(Collected data entries)
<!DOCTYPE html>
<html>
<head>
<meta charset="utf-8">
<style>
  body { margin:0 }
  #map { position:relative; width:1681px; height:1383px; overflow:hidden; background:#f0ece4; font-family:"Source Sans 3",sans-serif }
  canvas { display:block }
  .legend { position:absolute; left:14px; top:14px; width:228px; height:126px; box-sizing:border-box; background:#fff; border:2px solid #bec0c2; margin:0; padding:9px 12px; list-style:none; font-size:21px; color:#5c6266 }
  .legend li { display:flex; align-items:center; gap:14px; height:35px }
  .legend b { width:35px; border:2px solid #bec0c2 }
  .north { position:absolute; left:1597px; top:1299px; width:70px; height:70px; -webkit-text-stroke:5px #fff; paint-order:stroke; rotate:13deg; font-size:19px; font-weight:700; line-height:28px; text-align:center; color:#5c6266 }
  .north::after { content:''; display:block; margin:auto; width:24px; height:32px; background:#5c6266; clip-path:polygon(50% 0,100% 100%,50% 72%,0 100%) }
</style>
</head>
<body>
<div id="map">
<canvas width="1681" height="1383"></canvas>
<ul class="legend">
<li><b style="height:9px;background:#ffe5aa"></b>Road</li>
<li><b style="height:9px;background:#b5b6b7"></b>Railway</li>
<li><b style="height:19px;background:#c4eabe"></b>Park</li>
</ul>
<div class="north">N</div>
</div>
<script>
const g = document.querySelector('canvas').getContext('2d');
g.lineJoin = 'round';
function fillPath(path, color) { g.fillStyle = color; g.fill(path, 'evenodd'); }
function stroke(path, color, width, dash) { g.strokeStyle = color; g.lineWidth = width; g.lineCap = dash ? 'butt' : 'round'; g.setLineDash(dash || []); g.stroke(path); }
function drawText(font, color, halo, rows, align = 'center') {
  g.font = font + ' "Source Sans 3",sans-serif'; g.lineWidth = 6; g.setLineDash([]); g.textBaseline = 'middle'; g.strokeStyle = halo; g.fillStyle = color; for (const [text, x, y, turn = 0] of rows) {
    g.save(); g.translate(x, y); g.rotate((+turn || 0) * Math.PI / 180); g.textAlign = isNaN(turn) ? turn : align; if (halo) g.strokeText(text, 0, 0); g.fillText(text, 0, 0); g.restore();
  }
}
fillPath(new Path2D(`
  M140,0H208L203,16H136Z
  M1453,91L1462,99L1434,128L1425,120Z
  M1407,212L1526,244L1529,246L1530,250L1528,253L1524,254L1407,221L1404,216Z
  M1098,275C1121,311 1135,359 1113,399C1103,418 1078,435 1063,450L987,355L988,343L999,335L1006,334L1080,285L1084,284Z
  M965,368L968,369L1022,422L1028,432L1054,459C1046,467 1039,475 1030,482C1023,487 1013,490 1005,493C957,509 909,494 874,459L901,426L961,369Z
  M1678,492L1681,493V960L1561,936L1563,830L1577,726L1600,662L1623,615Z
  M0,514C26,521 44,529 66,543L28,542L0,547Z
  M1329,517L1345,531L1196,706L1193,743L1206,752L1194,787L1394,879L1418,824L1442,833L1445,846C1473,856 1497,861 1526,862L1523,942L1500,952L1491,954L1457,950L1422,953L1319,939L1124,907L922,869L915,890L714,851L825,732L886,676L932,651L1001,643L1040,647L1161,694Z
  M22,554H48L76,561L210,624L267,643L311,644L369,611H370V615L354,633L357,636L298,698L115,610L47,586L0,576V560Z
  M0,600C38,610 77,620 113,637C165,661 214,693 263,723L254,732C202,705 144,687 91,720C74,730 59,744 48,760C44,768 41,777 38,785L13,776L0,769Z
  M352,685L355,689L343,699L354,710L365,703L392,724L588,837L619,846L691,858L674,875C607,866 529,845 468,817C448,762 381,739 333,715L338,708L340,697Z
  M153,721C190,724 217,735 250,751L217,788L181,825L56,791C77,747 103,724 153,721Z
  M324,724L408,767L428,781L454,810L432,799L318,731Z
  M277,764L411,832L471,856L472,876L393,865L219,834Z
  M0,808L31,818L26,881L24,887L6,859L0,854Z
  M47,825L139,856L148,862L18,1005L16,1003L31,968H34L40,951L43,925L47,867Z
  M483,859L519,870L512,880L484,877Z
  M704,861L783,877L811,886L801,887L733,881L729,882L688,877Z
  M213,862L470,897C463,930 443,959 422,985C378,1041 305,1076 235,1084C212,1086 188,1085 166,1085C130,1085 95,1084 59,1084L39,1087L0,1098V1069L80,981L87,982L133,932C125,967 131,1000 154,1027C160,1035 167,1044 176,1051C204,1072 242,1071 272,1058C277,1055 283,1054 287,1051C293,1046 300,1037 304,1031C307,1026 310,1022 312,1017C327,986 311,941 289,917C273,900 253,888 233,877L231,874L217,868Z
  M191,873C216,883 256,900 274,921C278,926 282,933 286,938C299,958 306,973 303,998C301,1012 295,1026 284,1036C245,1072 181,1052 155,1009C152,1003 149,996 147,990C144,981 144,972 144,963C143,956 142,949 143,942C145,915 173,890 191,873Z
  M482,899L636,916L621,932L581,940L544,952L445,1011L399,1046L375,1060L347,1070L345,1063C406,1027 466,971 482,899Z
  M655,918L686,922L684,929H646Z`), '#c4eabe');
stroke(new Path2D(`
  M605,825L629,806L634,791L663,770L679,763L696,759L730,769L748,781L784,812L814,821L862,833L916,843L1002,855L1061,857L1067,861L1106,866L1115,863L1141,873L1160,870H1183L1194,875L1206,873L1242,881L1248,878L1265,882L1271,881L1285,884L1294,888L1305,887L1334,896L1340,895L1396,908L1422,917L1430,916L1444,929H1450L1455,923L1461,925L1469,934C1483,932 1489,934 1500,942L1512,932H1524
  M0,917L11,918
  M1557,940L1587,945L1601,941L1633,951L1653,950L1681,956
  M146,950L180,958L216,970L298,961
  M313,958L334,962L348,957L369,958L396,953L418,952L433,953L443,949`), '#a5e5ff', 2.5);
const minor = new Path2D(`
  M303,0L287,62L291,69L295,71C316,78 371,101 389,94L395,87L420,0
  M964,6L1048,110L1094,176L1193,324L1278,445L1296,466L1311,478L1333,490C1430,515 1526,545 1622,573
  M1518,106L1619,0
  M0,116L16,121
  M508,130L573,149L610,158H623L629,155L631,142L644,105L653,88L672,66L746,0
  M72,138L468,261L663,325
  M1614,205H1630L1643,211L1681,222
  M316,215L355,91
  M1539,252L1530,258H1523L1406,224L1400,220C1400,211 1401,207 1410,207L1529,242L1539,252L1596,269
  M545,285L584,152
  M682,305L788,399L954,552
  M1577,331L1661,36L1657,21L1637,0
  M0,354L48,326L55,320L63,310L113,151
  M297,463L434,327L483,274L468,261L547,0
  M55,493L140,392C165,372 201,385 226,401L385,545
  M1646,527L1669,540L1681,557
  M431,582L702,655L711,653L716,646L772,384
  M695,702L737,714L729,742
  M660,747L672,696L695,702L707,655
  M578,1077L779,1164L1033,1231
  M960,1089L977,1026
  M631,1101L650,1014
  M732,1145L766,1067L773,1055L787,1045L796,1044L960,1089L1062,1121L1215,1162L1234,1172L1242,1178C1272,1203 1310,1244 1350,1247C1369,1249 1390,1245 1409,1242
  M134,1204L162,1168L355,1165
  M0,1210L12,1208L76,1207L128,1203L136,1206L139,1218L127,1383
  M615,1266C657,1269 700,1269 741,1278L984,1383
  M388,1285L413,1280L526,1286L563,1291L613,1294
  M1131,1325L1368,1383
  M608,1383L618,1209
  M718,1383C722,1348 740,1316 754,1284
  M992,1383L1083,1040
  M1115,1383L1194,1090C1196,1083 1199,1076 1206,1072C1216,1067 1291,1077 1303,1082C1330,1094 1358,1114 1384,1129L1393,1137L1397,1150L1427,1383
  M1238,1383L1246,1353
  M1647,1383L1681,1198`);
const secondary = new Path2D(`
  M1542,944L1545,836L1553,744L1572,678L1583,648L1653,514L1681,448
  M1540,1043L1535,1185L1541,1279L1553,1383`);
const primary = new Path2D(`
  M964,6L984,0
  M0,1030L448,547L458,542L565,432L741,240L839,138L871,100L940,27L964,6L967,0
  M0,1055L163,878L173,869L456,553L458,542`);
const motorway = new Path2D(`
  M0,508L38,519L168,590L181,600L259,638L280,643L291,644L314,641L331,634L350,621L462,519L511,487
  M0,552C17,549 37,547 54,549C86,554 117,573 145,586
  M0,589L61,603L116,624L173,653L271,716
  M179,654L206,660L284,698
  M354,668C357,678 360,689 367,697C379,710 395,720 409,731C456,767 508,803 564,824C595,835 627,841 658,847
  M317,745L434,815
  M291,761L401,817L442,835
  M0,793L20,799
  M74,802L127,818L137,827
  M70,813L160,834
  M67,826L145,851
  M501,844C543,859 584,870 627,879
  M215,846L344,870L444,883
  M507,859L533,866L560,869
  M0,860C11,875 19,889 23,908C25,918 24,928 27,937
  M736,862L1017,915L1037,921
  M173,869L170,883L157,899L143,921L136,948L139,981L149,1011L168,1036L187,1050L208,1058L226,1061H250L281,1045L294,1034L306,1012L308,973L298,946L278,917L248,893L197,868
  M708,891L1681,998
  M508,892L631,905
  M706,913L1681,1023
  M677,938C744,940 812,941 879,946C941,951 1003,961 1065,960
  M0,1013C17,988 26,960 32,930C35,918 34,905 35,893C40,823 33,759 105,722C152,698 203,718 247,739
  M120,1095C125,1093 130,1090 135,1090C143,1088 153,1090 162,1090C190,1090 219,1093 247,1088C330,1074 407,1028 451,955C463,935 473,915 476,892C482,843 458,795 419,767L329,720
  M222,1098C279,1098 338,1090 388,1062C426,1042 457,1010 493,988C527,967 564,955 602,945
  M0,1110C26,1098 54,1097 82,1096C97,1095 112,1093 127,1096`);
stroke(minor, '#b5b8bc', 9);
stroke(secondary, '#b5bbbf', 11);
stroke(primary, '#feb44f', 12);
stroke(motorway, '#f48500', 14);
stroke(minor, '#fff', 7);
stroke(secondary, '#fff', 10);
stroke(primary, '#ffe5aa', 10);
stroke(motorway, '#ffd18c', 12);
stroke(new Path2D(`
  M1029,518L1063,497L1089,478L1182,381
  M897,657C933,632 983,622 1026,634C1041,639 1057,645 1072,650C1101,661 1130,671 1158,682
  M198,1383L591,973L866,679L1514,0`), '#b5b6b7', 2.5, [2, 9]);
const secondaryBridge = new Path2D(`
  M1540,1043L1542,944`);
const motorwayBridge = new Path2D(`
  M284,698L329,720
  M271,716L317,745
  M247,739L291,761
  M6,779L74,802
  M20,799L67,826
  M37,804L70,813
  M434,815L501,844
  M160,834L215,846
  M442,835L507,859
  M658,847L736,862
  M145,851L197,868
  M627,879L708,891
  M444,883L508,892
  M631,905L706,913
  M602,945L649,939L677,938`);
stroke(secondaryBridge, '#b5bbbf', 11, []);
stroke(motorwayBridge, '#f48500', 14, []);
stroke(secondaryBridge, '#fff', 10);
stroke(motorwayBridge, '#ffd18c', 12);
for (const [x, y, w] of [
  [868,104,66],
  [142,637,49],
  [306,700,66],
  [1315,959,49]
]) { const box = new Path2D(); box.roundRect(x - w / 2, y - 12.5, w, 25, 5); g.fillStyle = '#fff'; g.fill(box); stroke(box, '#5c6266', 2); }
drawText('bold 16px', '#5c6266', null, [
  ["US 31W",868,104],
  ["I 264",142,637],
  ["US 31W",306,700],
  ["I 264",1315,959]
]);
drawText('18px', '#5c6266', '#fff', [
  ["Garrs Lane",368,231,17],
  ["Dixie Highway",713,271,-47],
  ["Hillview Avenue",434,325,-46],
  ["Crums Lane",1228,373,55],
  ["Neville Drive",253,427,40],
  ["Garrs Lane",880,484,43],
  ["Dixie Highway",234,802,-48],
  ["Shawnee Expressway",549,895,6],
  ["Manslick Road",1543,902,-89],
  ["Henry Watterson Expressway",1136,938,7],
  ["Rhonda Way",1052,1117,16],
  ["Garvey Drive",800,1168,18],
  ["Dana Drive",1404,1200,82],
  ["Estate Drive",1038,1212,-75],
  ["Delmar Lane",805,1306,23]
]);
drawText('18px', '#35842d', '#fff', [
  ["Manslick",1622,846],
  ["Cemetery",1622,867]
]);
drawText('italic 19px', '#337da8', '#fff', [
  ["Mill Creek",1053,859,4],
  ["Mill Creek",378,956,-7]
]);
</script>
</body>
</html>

> [Work instructions] Go through the entries above and copy each line with "setLineDash" in it.

> [Result of this exercise]
function stroke(path, color, width, dash) { g.strokeStyle = color; g.lineWidth = width; g.lineCap = dash ? 'butt' : 'round'; g.setLineDash(dash || []); g.stroke(path); }
  g.font = font + ' "Source Sans 3",sans-serif'; g.lineWidth = 6; g.setLineDash([]); g.textBaseline = 'middle'; g.strokeStyle = halo; g.fillStyle = color; for (const [text, x, y, turn = 0] of rows) {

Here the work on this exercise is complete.